PROBLEM TO SOLVE » Please copy every line below that contains the string "Meriton".

GIVEN RECORDS »
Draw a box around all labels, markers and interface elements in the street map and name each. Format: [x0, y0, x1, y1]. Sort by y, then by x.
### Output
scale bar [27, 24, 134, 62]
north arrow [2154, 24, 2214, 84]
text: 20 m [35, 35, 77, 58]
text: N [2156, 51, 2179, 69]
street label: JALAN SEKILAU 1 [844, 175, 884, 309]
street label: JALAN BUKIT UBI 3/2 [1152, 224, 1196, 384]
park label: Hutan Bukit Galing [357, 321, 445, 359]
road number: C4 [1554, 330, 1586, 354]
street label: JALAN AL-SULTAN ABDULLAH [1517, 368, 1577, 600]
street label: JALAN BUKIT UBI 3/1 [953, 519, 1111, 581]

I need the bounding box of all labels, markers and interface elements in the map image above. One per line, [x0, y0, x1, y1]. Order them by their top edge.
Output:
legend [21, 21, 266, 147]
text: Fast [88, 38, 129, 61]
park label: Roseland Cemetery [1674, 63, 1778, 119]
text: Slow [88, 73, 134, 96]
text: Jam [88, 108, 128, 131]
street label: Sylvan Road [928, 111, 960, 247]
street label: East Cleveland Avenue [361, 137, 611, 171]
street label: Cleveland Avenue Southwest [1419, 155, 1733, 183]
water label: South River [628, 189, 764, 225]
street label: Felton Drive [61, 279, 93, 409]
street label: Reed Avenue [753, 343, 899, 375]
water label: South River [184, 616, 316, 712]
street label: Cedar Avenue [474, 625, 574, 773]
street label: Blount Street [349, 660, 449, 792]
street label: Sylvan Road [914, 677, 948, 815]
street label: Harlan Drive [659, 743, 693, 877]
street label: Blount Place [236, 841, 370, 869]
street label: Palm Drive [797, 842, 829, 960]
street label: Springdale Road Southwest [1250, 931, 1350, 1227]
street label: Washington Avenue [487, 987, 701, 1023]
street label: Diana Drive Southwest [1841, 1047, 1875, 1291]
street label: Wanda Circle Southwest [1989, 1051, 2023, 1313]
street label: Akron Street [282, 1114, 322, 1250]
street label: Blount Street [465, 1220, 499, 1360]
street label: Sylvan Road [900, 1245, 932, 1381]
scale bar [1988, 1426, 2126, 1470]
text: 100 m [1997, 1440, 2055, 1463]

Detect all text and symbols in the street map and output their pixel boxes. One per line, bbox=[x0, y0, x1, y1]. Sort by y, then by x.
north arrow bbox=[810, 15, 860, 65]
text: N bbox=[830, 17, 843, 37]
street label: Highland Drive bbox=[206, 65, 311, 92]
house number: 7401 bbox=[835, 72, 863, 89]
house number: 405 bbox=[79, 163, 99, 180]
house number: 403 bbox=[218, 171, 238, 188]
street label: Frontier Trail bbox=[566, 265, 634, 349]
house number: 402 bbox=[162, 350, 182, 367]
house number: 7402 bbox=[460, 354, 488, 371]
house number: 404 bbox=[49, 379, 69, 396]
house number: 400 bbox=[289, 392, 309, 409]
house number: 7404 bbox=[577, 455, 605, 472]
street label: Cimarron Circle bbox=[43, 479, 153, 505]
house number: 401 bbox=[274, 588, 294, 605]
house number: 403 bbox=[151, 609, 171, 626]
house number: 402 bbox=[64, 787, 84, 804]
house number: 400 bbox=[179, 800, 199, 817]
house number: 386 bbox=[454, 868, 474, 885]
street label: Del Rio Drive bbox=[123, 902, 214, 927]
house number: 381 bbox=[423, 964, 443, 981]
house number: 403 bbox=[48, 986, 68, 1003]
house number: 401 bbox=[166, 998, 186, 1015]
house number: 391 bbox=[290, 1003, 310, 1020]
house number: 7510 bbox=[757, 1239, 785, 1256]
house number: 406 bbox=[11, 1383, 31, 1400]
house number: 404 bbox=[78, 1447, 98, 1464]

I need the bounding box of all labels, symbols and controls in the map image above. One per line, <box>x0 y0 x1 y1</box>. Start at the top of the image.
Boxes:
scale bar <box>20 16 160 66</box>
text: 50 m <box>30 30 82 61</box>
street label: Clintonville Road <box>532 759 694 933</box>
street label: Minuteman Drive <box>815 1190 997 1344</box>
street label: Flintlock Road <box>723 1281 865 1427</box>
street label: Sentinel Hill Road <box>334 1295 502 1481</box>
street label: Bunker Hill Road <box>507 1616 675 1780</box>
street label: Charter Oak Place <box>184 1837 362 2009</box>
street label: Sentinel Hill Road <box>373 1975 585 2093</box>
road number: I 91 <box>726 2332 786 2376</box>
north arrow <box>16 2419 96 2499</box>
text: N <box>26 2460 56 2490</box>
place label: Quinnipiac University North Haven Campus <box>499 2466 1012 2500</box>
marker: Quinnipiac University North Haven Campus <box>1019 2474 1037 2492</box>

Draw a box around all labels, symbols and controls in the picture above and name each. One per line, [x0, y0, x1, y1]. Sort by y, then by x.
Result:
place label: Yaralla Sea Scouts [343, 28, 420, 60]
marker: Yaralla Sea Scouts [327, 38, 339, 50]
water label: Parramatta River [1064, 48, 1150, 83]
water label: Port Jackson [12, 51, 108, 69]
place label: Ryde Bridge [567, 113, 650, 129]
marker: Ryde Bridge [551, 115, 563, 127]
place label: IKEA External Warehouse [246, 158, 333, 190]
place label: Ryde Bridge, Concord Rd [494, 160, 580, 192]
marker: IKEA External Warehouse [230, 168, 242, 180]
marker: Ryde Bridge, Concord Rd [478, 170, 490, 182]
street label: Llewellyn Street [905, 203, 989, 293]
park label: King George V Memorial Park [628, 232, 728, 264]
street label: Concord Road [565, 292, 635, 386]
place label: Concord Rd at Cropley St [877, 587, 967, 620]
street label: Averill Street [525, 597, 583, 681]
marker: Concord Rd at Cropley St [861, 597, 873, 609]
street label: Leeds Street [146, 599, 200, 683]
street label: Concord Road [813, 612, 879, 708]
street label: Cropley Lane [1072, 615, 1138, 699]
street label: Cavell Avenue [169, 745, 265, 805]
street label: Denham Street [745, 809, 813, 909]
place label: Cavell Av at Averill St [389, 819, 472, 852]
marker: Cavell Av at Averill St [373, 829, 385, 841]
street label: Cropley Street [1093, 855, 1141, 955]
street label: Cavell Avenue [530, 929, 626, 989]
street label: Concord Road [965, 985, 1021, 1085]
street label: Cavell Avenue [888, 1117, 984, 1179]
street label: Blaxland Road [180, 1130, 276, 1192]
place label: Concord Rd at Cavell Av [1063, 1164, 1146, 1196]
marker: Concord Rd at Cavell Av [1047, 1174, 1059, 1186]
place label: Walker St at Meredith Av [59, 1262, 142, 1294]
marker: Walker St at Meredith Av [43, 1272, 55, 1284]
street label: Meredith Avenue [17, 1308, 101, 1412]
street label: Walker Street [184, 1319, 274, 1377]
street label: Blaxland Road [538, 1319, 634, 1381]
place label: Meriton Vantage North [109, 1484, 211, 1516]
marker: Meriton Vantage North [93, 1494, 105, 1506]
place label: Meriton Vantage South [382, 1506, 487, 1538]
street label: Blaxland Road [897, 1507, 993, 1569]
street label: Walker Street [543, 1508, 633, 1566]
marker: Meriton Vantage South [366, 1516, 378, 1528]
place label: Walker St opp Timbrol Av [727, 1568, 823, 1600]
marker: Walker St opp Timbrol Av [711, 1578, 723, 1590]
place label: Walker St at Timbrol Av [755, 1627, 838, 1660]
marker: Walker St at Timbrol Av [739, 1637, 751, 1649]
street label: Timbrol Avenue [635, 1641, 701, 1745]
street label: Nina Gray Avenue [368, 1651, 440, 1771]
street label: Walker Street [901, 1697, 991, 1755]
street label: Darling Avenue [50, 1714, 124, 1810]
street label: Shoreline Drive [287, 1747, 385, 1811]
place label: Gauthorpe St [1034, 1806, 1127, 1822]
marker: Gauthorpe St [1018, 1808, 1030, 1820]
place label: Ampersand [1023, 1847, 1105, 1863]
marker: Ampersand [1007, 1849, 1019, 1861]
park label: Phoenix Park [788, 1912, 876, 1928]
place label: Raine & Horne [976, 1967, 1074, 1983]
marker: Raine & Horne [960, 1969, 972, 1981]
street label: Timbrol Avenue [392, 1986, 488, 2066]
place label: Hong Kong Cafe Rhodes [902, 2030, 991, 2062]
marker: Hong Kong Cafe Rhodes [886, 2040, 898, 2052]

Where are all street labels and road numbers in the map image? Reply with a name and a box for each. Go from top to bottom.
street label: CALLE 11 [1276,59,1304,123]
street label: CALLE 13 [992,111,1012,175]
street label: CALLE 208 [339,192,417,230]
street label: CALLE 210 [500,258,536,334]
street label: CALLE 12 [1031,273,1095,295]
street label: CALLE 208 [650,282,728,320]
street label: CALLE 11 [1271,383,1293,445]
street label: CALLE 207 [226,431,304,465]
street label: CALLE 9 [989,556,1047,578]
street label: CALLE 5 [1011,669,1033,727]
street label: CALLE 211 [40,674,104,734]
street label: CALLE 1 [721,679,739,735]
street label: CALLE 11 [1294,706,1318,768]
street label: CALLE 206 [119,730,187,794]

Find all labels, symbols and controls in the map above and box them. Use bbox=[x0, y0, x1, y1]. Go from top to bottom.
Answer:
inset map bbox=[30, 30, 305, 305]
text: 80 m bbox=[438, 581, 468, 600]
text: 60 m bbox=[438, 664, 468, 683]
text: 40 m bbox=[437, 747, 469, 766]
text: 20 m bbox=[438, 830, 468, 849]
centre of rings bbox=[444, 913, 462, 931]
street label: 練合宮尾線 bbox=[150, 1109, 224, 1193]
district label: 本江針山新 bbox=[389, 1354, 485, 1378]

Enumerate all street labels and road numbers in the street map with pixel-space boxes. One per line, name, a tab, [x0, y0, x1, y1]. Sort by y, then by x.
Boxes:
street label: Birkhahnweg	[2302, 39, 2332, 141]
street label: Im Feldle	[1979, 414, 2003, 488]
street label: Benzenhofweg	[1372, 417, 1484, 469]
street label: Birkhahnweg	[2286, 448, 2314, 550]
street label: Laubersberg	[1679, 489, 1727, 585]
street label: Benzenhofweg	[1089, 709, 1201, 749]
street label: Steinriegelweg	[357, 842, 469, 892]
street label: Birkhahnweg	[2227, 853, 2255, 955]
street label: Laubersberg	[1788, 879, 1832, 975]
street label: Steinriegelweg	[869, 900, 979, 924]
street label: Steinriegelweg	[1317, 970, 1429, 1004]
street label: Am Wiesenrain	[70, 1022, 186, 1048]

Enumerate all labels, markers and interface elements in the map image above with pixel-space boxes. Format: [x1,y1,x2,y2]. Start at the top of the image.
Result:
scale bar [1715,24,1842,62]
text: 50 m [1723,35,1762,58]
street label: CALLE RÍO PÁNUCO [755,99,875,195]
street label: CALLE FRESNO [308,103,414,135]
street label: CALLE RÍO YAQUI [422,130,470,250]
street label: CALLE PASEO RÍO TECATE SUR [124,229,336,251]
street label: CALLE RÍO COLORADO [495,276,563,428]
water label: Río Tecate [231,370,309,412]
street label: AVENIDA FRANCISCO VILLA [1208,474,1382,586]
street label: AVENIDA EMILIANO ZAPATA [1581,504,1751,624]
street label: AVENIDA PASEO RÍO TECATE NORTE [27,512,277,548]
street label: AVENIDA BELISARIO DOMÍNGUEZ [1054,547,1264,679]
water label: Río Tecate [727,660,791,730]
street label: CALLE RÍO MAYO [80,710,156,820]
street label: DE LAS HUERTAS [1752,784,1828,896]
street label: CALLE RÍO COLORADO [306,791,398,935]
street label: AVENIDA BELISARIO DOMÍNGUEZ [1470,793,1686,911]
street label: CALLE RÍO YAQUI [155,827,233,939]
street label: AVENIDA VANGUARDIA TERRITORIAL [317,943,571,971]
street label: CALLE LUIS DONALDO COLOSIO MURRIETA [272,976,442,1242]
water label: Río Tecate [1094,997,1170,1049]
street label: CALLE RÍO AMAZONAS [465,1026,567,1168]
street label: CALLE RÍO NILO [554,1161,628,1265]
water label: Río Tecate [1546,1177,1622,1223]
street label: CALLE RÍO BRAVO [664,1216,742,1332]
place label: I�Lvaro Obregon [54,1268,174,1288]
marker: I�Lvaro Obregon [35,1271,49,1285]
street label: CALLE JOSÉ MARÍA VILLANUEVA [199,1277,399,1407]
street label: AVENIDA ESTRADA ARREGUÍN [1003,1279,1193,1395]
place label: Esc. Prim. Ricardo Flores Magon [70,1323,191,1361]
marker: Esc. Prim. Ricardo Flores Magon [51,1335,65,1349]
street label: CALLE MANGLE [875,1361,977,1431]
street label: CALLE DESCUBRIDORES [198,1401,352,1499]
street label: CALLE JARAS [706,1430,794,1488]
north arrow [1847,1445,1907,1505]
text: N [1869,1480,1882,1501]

TASK RESPONSE »
place label: Meriton Vantage North [109, 1484, 211, 1516]
marker: Meriton Vantage North [93, 1494, 105, 1506]
place label: Meriton Vantage South [382, 1506, 487, 1538]
marker: Meriton Vantage South [366, 1516, 378, 1528]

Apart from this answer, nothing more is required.